É um bang bang, mas dos filmes mais bonitos que já vi, com uma cena tão marcante quanto a entrada dele na cidade para o matadouro do bar, quando ele nem sabe direito quem mata, só acha que deu sorte na ordem. Duro, violento, mas ao mesmo tempo sensível. Esse é o nosso Clint Eastwood, em comparação àquele que nossos pais iam ver no cinema e por quem vibravam, e por isso talvez nosso prazer, pelo menos pensando nele, é infinitamente maior do que o dos nossos pais.
1 Response
  1. Otavio Says:

    Além dos excelentes Menina de Ouro e Gran Torino, cito mais um exemplo da genialidade de Clint Eastwood: a direção de Sobre Meninos e Lobos (que afinal foi o primeiro trabalho dele a chamar realmente minha atenção para o seu talento), com um enredo de violência e vingança horripilantes, mas riquíssimo e convidativo para reflexões variadas.E, mal sabia eu, que já há um tempo, ele tinha contribuído com obras-primas da qualidade de “Os imperdoáveis”
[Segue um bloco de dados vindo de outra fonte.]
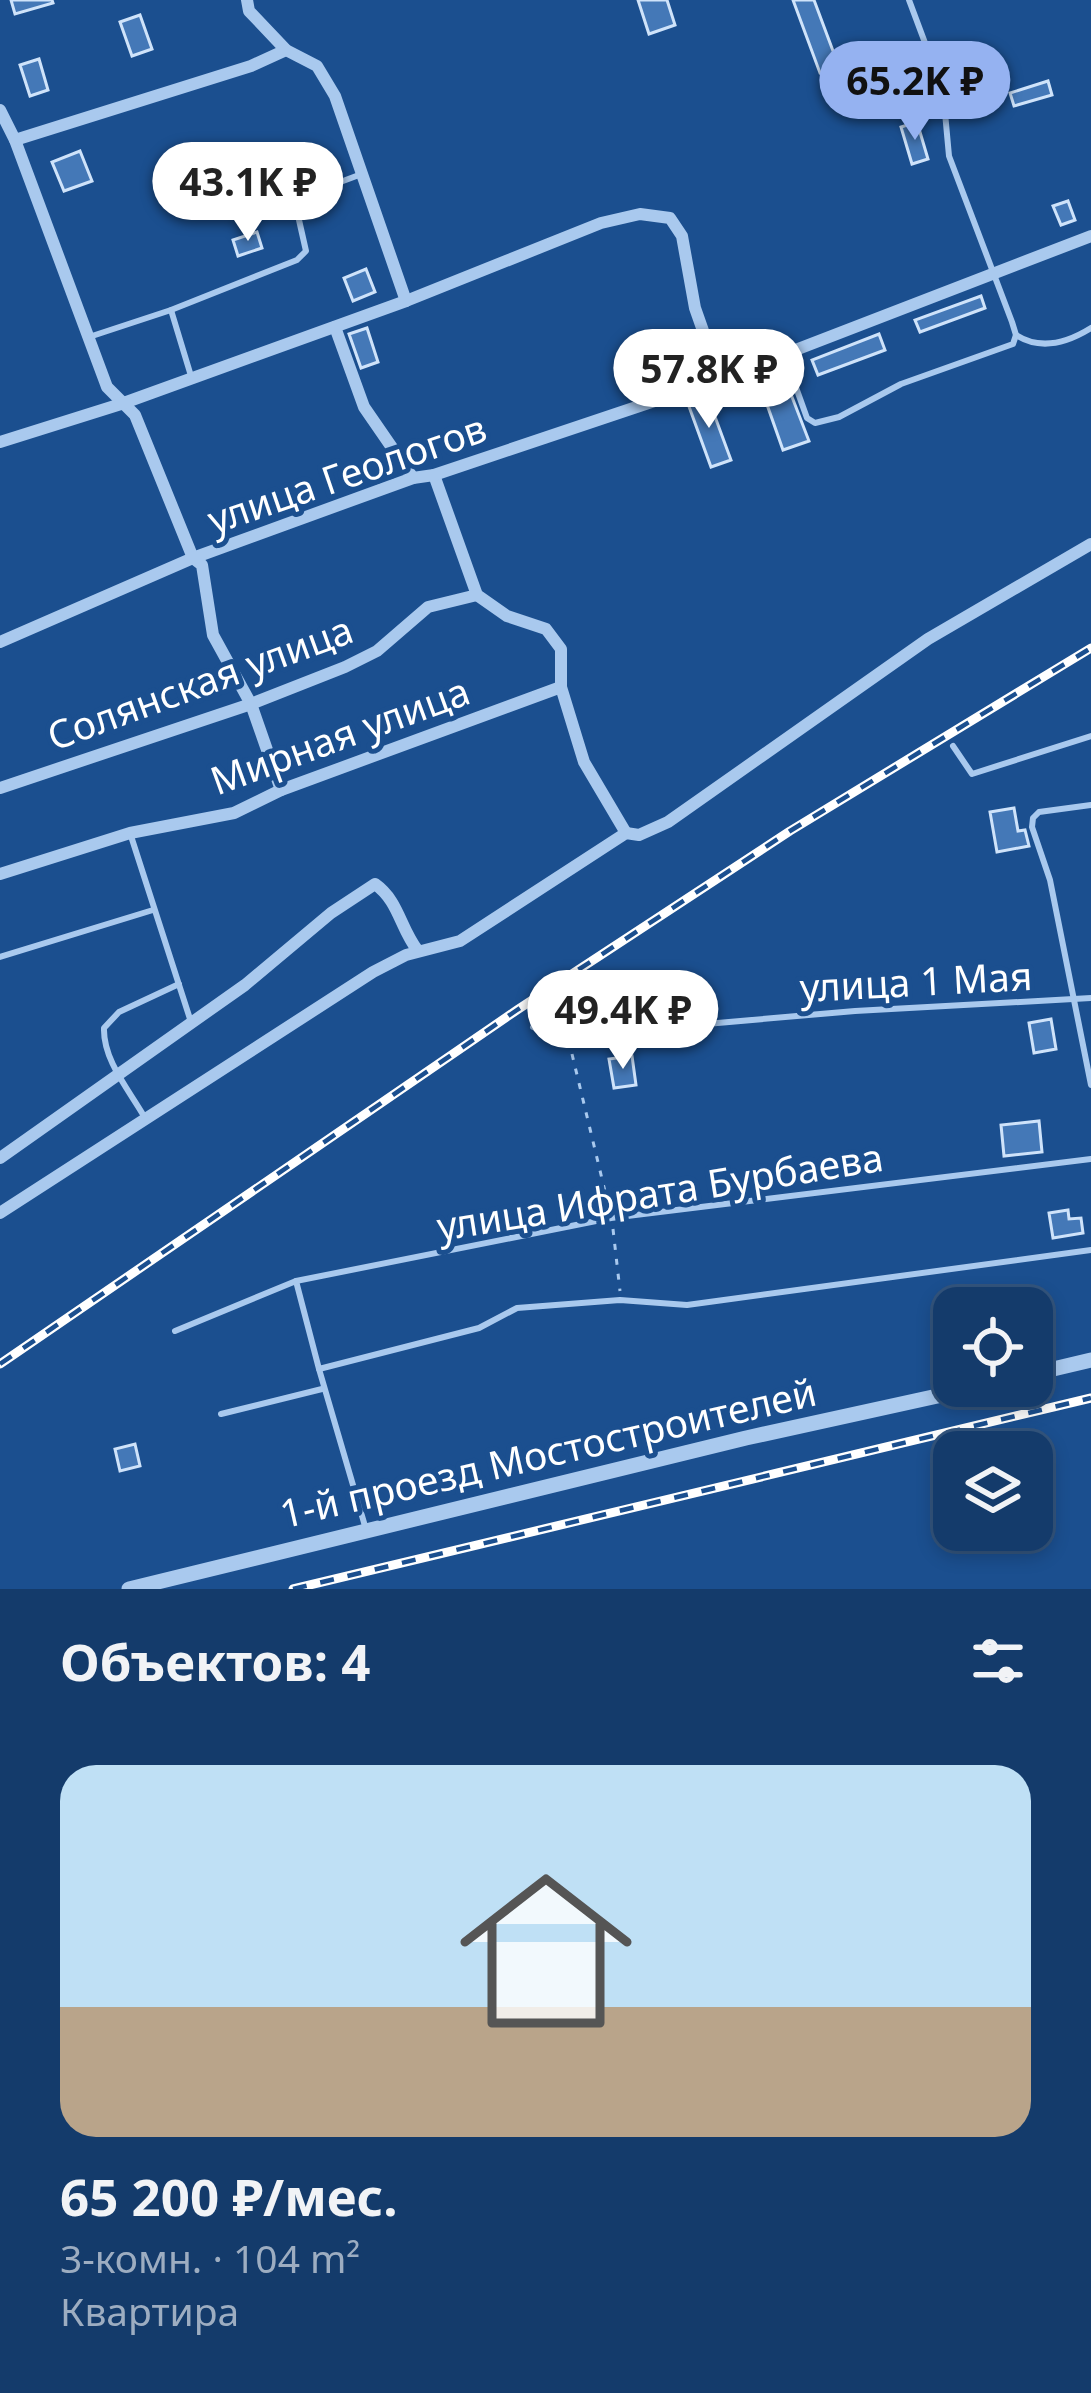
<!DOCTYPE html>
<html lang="ru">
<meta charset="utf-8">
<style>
body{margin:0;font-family:"Noto Sans",sans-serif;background:#214673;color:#f1f3f6;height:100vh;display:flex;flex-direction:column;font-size:45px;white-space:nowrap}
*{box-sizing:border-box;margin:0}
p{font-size:39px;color:#9dadc1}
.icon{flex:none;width:66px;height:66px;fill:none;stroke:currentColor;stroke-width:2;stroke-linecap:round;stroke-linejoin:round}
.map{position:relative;height:1589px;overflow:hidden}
.sheet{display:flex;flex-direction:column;background:#143b6b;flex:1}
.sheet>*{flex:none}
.controls{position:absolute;left:933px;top:1287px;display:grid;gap:24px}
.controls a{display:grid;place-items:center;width:120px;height:120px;border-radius:24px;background:#143b6b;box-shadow:0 6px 18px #0003,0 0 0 3px #33557e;font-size:60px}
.price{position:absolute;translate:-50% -102px;padding:0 27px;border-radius:42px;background:#fff;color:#222;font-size:39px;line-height:78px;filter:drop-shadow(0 3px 6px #0008)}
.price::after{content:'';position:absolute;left:50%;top:72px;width:36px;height:27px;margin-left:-18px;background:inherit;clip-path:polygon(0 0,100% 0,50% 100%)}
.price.active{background:#95b2f1;color:#111}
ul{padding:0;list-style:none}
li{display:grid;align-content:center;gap:24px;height:636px;padding:0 60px}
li+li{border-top:3px solid #33557e}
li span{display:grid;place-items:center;height:372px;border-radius:36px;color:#555}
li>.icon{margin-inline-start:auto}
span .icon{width:216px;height:216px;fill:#fffc;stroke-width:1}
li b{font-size:51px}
h2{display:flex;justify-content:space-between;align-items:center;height:144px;padding:0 60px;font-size:51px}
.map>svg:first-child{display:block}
.building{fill:#4478b7;stroke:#cfe3fa;stroke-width:3}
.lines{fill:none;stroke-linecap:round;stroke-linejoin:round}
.path{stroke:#a9c9ee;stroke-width:3;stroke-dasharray:6 9;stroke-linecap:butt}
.service{stroke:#a9c9ee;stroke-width:6}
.minor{stroke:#a9c9ee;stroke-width:12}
.tertiary{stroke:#a9c9ee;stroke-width:15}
.rail-casing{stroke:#fff;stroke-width:9}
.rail{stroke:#1b4f8f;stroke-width:4.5;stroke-dasharray:14;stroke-linecap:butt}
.labels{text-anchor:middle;stroke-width:10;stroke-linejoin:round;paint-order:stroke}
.street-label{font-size:39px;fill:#fff;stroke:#1b4f8f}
</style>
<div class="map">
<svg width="1091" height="1589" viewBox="0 0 1091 1589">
<rect width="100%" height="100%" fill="#1b4f8f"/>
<g class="building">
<polygon points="11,0 52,0 53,3 15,14"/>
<polygon points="638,0 667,0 675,25 649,34"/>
<polygon points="793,0 814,0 839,67 820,73"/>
<polygon points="140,15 152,49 132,56 120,22"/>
<polygon points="39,59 48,90 30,96 20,65"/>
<polygon points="1048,81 1052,95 1014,106 1010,93"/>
<polygon points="917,122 928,159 912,164 901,127"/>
<polygon points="80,151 92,181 64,191 52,162"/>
<polygon points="1068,201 1075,220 1061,225 1053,206"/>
<polygon points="257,232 262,248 238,256 233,240"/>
<polygon points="366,269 375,292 353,301 344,278"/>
<polygon points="981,296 985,308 920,332 915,320"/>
<polygon points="367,328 378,362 361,368 349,334"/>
<polygon points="879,334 885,350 818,375 812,360"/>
<polygon points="782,371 809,441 783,450 758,379"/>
<polygon points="707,395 731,460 711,467 687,401"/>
<polygon points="1014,808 1018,831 1025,830 1029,846 997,852 990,812"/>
<polygon points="1051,1019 1056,1049 1034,1053 1029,1023"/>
<polygon points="632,1056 636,1085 614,1088 609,1059"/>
<polygon points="1039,1121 1042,1152 1004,1156 1001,1125"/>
<polygon points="1068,1210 1069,1219 1081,1218 1083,1233 1053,1238 1049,1213"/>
<polygon points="135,1444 140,1466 120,1471 115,1449"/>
</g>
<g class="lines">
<g class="path">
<polyline points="572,1054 609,1208"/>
<polyline points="613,1229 620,1291"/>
</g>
<g class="service">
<polyline points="259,204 286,195 311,193"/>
<polyline points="171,310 191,376"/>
<path d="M1016,335C1041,351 1067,343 1091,328"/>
<polyline points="89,337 171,310 297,260 306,251 299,220 311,193 359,175"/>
<polyline points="784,354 807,418 815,423 839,417 901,384 1013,344 1016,335 1012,322 949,156 943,91 909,0"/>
<polyline points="953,746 972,774 1091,736"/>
<polyline points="1091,805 1039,812 1033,818 1032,827 1050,880 1091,1085"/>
<polyline points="131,836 191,1022"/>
<polyline points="0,957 153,910"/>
<polyline points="533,1027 568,1041 637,1030 855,1011 1091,998"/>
<path d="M145,1118C129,1090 103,1060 104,1028L119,1012L179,984"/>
<polyline points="296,1281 319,1369 479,1328 517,1308 620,1300 687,1305 1091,1250"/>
<polyline points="175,1331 296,1281 611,1218 1091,1159"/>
<polyline points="319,1369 365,1526"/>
<polyline points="221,1414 322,1389"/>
</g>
<g class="minor">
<polyline points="247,0 249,11 286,50 317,66 335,96 406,301"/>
<polyline points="0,110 15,140 107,387 135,415 193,558 202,565 213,635 251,704 281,790"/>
<polyline points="15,140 251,66 286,50"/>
<polyline points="335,327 364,407 413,478"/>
<polyline points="0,442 121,404 406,301 601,223 640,214 670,218 682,236 695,308 720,379"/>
<polyline points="434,475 477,595 507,616 546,629 561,649 561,687 584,762 626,833"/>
<polyline points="0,642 193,558 413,478 434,475 720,379 1091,236"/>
<polyline points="0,788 251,704 345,667 377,651 428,607 477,595"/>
<polyline points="0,874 130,833 234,813 281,790 561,687"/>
<path d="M0,1158L245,985L331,913L375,884C399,901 400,928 418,951"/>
<polyline points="0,1213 373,972 406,955 460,941 626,833 639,835 668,822 928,639 1091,544"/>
</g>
<g class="tertiary">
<polyline points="1032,1374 1091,1360"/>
<polyline points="129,1589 746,1438 983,1386"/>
</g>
<g class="rail-casing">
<g id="rail">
<polyline points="0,1364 517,1010 790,831 1091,648"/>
<polyline points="293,1589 1091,1398"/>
</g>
</g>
<use href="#rail" class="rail"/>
</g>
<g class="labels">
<g class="street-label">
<text transform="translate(347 474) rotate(-19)" y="14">улица Геологов</text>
<text transform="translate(200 683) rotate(-20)" y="14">Солянская улица</text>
<text transform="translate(340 736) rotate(-20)" y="14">Мирная улица</text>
<text transform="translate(916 982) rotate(-3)" y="14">улица 1 Мая</text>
<text transform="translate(660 1192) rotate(-9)" y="14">улица Ифрата Бурбаева</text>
<text transform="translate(548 1453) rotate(-13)" y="14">1-й проезд Мостостроителей</text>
</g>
</g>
</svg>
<div class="controls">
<a><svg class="icon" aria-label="locate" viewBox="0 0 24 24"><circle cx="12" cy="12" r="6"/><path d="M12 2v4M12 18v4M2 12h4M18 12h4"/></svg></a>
<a><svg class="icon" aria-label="layers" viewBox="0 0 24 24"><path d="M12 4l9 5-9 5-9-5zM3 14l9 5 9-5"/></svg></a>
</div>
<b class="price active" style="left:915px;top:143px">65.2K ₽</b>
<b class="price" style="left:248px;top:244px">43.1K ₽</b>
<b class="price" style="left:709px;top:431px">57.8K ₽</b>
<b class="price" style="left:623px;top:1072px">49.4K ₽</b>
</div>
<section class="sheet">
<h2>Объектов: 4<svg class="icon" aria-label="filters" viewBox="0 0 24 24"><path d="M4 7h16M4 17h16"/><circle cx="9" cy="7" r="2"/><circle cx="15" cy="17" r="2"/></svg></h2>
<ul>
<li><span style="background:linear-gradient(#bfe0f5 65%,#b9a48a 0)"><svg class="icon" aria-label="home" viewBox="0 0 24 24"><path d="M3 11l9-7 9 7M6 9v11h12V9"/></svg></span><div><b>65 200 ₽/мес.</b><p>3-комн. · 104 m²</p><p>Квартира</p></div></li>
</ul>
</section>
    Também não tive praticamente nenhum contato com Western, porém, independente de qualquer estilo, qualquer espectador consegue apreciar o filme em questão.
    Vi o enredo como uma história de redenção às avessas, de um homem, extremamente frio, mal e desordeiro no passado, que conseguiu resgatar sua vida (como conseqüência do grande amor da sua vida?), mas que, talvez desiludido com a morte da sua esposa, pessoa que mais amava na vida ( a ponto de lhe ser fiel até na morte recusando a tentações de sexo fácil) e com dois filhos pequenos para sustentar e criar e, ainda com dificuldades em ganhar a vida no ambiente áspero e duro do Oeste Americano, resolve aceitar uma proposta tentadora: matar (algo que ele sabia fazer com extrema facilidade em épocas passadas) por dinheiro (ou, se pode, entender também que, como foi escrito, no fundo ele, pondo o pé na estrada para matar, além da recompensa financeira, ele voltaria a ser ele mesmo)
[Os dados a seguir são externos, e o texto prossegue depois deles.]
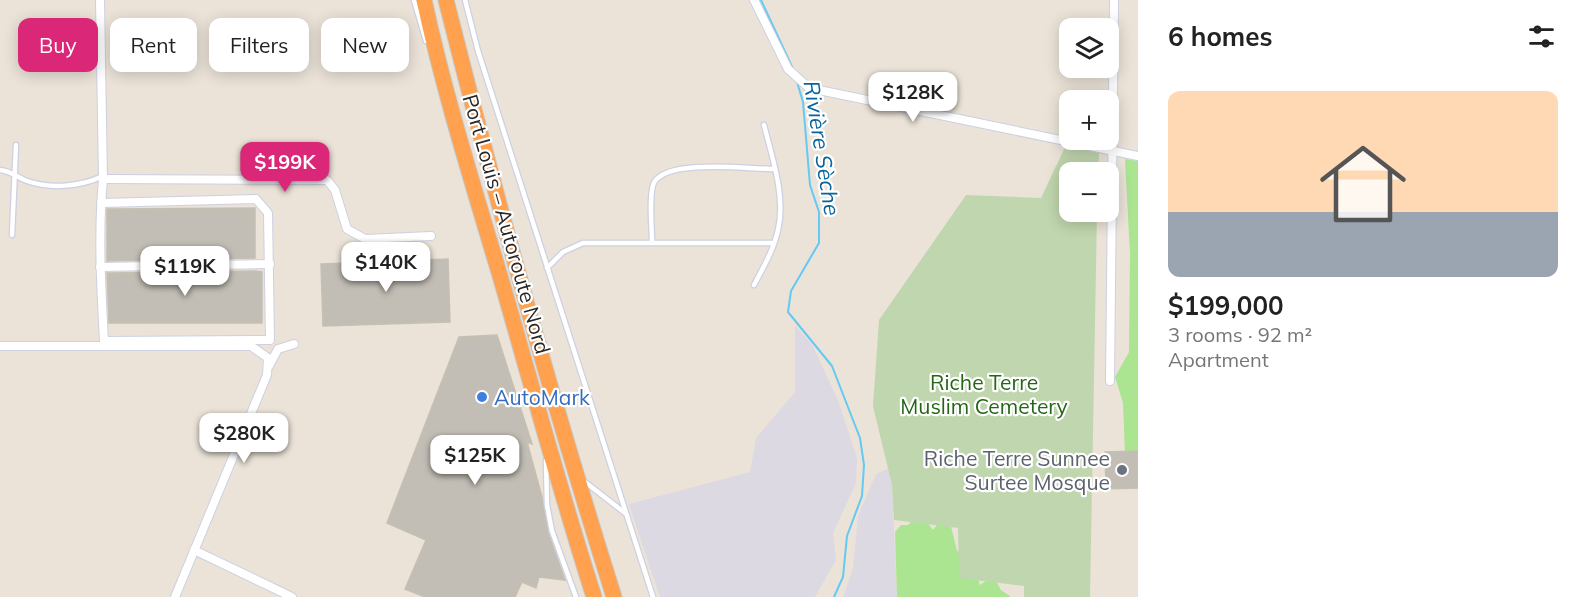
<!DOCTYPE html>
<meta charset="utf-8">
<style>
body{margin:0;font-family:Mulish,sans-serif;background:#f6f6f6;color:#222;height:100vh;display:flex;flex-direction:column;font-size:22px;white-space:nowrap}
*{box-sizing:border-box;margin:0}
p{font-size:20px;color:#767676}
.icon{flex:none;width:33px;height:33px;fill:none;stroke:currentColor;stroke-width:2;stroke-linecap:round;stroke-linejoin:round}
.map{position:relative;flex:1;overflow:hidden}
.drawer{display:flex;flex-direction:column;background:#fff;width:450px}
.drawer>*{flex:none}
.banner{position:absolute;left:18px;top:18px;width:570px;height:54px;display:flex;gap:12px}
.controls{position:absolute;left:1059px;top:18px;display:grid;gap:12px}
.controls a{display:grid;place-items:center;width:60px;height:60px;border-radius:12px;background:#fff;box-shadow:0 3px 15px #0003;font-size:30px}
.price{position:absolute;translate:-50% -51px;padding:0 14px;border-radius:12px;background:#fff;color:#222;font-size:20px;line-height:39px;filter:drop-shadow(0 2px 3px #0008)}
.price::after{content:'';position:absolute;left:50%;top:36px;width:18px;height:14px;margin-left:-9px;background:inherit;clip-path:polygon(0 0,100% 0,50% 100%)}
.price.selected{background:#db2777;color:#fff}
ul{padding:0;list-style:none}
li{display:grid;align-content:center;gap:12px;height:318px;padding:0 30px}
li+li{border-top:2px solid #e0e0e0}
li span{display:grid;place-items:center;height:186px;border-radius:12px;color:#555}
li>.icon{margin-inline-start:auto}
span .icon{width:108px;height:108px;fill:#fffc;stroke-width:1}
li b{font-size:26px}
h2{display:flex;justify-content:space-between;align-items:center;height:72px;padding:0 30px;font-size:26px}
.tag{padding:0 21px;border-radius:12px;background:#fff;box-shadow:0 3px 15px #0003;font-size:21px;line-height:54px}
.tag.selected{background:#db2777;color:#fff}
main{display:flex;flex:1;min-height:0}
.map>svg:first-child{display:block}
.industrial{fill:#dcd9e3}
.green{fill:#abe591}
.cemetery{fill:#c0d6ae}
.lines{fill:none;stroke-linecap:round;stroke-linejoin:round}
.stream{stroke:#64c9f3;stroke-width:2}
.building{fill:#c2bdb5;stroke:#c6c0b2;stroke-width:1.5}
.lane-casing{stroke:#cdd0e2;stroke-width:7}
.street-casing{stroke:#cdd0e2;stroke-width:10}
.highway-casing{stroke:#c7c7c7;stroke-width:17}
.lane{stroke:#fff;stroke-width:4.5}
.street{stroke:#fff;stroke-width:8}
.highway{stroke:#ffa14f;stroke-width:15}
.shop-dot{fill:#3f7fe0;stroke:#fff;stroke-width:2}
.worship-dot{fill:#6b7280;stroke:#fff;stroke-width:2}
.labels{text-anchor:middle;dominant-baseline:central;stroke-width:4.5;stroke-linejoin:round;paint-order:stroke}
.street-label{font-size:21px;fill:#272727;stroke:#fff}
.park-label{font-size:21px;fill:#246616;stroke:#fff}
.shop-label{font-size:21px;fill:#366cbe;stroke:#fff;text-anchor:start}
.worship-label{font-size:21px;fill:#5b616d;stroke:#fff;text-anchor:end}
.water-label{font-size:22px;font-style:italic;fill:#07649c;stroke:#fff}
</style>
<main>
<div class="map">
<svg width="1138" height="597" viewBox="0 0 1138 597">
<rect width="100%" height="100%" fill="#ebe3d8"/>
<g class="industrial">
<path d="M 795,325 L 813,346 L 839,403 L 857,458 L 856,483 L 833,533 L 836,560 L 815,597 L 660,597 L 629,504 L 750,472 L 756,438 L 795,392 Z"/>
<path d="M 889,468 L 892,485 L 897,597 L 843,597 L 853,568 L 858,516 L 876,474 Z"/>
</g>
<g class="green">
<path d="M 1125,159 L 1138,161 L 1138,457 L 1125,455 L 1123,403 L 1115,377 L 1129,352 L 1130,254 Z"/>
<path d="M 920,513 L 933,530 L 943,518 L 950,522 L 957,551 L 971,557 L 980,585 L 993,576 L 1001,590 L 1011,597 L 897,597 L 895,532 L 901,525 L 908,525 Z"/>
</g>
<path class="cemetery" d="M 1066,145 L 1099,153 L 1098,172 L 1070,172 L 1070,212 L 1097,212 L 1090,597 L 1024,597 L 1024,586 L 959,578 L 958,528 L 894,520 L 892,485 L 873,406 L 879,320 L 966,195 L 1041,198 Z"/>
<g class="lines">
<g class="stream">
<path d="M 761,0 L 794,71"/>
<path d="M 797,82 L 803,102 L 810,185 L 819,212 L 819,243 L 791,291 L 788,312 L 832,366 L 860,438 L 864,465 L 862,496 L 847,536 L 843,577 L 834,597"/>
</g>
</g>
<g class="building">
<path d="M 255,208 L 255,258 L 107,261 L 107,209 Z"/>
<path d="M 448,259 L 450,322 L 323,326 L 321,264 Z"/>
<path d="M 255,271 L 262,272 L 262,323 L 109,323 L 107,273 Z"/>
<path d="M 497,335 L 532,444 L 527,442 L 542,497 L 548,532 L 565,580 L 539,577 L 536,588 L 522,582 L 515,597 L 425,597 L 405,589 L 426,540 L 387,523 L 459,337 Z"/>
<path d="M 1138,451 L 1138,488 L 1106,489 L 1105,452 Z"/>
</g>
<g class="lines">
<g class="lane-casing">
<g id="lane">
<path d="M 414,0 L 426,41"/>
<path d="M 465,0 L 478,51 L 653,597"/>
<path d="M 0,170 C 11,171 16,177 27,181 C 50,189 80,187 103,176"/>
<path d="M 12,235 L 16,145"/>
<path d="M 652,241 C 652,228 648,190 655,181 C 671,159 748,169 774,169"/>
<path d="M 547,268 L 563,252 L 583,243 L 774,243"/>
<path d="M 754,285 C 763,268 774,249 778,230 C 786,197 772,157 764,125"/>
<path d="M 546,461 L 547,505 L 552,531 L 576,597"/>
<path d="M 585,482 L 625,513"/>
</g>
</g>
<g class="street-casing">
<g id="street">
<path d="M 100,0 L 103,179 C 98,233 101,287 104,341 L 270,340 L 268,213 L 256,199 L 101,203"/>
<path d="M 754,0 L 788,69 L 809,88 L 1138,156"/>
<path d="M 103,179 L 327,180 L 335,190 L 347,229 L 365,239 L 431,236"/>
<path d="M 100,267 L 270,264"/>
<path d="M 0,346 L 251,346 L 268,358 L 267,375 L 175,597"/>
<path d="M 269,366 L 278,349 L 294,344"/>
<path d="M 1110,381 L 1114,0"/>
<path d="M 194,550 L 292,597"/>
</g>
</g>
<g class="highway-casing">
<g id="highway">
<path d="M 424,0 C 445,97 475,191 503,286 C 533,390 561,494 594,597"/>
<path d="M 446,0 C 496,200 552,400 614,597"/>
</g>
</g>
<use href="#lane" class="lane"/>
<use href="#street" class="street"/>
<use href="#highway" class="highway"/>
</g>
<circle class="shop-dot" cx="482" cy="397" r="6"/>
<circle class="worship-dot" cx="1122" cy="470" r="6"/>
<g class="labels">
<g class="street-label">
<text transform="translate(507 224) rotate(74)">Port Louis – Autoroute Nord</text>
</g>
<g class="park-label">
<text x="984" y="382">Riche Terre<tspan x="984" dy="24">Muslim Cemetery</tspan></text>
</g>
<g class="shop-label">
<text x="494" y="397">AutoMark</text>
</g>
<g class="worship-label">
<text x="1110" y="458">Riche Terre Sunnee<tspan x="1110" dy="24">Surtee Mosque</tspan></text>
</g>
<g class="water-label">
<text transform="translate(822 148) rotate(81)">Rivière Sèche</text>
</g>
</g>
</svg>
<div class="controls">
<a><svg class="icon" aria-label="layers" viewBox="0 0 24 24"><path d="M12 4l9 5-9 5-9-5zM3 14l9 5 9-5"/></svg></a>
<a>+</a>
<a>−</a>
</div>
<b class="price" style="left:913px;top:123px">$128K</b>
<b class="price selected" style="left:285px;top:193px">$199K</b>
<b class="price" style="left:386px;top:293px">$140K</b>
<b class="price" style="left:185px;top:297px">$119K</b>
<b class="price" style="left:244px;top:464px">$280K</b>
<b class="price" style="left:475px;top:486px">$125K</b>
<div class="banner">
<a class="tag selected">Buy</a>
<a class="tag">Rent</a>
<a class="tag">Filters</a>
<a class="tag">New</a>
</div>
</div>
<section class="drawer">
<h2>6 homes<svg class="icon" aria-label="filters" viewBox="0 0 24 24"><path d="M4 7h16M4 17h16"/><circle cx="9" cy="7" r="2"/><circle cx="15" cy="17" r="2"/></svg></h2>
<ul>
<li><span style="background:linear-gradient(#ffd9b3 65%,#9aa5b1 0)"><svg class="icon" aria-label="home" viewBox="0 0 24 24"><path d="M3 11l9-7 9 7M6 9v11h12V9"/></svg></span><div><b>$199,000</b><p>3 rooms · 92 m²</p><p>Apartment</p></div></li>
</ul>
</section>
</main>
    O filme nos convida a reflexão da dicotomia Bem versus Mal, como os dois lados podem ser próximos e às vezes meramente dependentes das circunstâncias (reflexão está, aliás, que marca outras tantas películas de Clint Eastwood).

    Concordo também que as interpretações de quase todo o elenco são magistrais (destacando, claro, o protagonista Munny/Eatswood e o cruel xerife Little Bill/Hackman que exagera na maldade como pretexto para alcançar e manter o “Bem” para o povoado em que se passa a história. Há de destacar a preciosa e, sempre despretensiosa, atuação de Morgam Freeman, com “cara de bobo” ele, na minha opinião, fez também mais uma grande atuação Abro aqui um parênteses para cita a atuação de Eastwood em Crime Verddadeiro , filme onde ele assina a direção e vive a personagem principal (um jornalista fanfarrão, mulherengo e com bom faro para detetive), o filme, apesar de discutir um assunto manjado como a pena de morte,vale a pena conferir!

    Também achei o cenário belíssimo, a começar da cena de fundo do começo onde se exibi um belíssimo pôr do sol. A cena da chuva com razão foi muito bem feita e emblemática para retratar o ambiente de suspense e violência do filme.

    Enfim, mais um filme que, na minha opinião, deveria entrar na lista de filmes obrigatórios para se ver antes de fazermos a temida passagem!